Jenis dan Rancangan Penelitian
            Penelitian ini merupakan penelitian eksperimen dengan desain rancang acak lengkap yang terdiri dari tiga perlakuan (panen pada hari ketujuh, ke-10 dan ke-13). Masing-masing perlakuan mendapat dua kali pengulangan, sehingga jumlah sampel menjadi 6 (enam) sampel.

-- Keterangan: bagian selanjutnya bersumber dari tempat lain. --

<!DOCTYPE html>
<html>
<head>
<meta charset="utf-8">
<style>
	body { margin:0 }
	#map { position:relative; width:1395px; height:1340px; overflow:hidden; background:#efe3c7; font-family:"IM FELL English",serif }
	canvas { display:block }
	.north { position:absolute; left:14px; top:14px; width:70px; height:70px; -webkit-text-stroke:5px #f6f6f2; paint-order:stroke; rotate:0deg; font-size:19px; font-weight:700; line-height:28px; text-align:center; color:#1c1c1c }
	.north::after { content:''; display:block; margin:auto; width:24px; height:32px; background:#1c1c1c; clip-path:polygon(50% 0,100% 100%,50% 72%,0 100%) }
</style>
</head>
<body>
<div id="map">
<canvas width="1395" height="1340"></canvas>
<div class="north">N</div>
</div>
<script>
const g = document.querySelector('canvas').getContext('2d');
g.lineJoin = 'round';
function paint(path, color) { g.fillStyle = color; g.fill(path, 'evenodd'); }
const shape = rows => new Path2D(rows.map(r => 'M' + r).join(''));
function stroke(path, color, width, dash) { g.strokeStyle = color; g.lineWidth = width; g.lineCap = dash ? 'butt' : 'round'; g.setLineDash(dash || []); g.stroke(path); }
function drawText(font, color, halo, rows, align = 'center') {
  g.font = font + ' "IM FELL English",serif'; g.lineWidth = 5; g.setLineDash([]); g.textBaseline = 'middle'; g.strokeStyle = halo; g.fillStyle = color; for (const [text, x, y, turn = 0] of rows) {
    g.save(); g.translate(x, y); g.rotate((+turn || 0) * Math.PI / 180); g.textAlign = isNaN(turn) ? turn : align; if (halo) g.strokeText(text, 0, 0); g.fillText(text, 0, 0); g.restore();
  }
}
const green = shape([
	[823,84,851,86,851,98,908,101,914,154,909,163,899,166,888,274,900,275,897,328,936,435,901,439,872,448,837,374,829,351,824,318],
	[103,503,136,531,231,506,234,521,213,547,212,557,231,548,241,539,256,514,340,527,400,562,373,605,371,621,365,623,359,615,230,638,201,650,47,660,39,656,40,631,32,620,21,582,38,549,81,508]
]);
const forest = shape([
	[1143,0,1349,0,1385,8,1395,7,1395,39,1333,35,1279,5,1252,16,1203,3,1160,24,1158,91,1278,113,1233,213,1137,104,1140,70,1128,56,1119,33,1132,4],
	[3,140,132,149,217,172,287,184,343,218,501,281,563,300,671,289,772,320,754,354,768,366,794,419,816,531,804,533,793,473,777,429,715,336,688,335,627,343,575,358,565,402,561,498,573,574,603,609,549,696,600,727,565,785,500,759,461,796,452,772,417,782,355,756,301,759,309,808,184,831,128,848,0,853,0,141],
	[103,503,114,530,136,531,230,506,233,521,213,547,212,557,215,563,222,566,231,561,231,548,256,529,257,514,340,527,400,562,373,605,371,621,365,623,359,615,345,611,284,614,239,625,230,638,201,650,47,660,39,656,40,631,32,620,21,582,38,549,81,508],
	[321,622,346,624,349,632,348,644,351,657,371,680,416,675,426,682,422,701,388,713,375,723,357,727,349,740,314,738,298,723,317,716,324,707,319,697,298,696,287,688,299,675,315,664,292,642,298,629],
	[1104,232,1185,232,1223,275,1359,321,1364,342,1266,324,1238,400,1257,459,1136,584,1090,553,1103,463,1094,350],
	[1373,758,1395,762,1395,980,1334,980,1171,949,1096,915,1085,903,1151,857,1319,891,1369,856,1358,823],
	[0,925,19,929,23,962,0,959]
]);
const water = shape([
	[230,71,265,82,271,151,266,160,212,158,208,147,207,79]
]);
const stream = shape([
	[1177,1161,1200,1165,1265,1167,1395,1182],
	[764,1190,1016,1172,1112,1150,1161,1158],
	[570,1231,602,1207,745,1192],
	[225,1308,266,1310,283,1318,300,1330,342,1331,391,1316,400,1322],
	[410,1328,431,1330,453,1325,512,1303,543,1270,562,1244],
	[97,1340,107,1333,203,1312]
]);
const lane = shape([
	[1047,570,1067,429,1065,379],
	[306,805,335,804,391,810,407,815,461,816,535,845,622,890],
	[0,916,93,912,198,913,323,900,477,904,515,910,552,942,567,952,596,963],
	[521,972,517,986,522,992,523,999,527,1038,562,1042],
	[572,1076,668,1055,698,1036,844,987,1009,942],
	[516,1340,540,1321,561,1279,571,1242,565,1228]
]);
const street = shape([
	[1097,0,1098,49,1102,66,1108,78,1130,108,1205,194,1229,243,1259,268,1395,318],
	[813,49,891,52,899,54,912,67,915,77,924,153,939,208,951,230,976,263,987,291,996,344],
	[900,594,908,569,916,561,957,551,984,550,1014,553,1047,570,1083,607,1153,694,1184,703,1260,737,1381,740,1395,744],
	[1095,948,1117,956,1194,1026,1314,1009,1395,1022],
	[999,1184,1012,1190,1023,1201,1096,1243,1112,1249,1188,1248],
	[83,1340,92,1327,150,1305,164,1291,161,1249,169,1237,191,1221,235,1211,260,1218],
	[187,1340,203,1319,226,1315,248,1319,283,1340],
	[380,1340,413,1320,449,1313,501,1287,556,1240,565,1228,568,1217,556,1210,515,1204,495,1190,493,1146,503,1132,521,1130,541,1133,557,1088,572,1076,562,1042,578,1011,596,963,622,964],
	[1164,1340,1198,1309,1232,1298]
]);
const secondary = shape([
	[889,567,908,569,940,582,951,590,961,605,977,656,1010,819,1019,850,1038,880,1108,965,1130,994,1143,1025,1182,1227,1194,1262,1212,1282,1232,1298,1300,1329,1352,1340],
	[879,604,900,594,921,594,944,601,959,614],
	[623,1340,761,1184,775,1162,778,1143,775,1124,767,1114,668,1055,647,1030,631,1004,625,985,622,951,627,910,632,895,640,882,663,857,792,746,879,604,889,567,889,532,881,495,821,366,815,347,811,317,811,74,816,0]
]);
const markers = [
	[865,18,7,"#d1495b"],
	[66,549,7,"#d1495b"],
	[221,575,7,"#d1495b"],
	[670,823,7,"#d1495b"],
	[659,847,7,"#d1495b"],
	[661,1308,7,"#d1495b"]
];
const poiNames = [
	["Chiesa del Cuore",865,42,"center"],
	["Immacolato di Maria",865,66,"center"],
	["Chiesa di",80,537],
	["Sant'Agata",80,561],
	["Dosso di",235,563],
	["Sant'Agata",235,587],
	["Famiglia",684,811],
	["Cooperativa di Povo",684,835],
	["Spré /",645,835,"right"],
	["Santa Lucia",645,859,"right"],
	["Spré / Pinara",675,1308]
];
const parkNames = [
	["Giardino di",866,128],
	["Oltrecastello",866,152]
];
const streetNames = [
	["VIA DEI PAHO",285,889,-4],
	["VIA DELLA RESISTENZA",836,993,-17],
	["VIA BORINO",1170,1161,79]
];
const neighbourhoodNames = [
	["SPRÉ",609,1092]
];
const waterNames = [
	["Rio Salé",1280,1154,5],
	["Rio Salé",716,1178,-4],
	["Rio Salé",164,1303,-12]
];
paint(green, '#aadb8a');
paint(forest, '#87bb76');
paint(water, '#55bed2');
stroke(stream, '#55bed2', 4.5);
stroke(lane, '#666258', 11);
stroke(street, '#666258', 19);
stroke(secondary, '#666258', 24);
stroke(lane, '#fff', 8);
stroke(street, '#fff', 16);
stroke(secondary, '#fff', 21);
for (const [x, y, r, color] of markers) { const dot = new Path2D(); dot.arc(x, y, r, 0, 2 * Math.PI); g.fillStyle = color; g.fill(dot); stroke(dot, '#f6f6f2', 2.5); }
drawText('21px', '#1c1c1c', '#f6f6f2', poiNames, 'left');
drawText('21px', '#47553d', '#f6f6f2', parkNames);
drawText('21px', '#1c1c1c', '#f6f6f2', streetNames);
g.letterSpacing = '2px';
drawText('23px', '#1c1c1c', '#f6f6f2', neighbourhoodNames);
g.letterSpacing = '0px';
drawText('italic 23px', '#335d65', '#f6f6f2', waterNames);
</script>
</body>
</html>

Lokasi pengujian kandungan gizi di Laboratorium Kimia Pakan Fakultas Peternakan UNDANA pada  bulan Maret-Desember 2008. Prosedur Kerja Pembuatan T2BUK adalah pertama-tama batang ubi kayu dipotong menjadi beberapa bagian (ukuran 60cm dan 30cm). Selanjutnya, dibuat lubang berukuran 60cm x 30cm x 20cm. Tanah dan pupuk kandang dicampur dengan perbandingan 2 : 1 (10Kg tanah dan 5Kg pupuk kandang), kemudian ditaburkan pada lubang setebal kurang lebih 5cm.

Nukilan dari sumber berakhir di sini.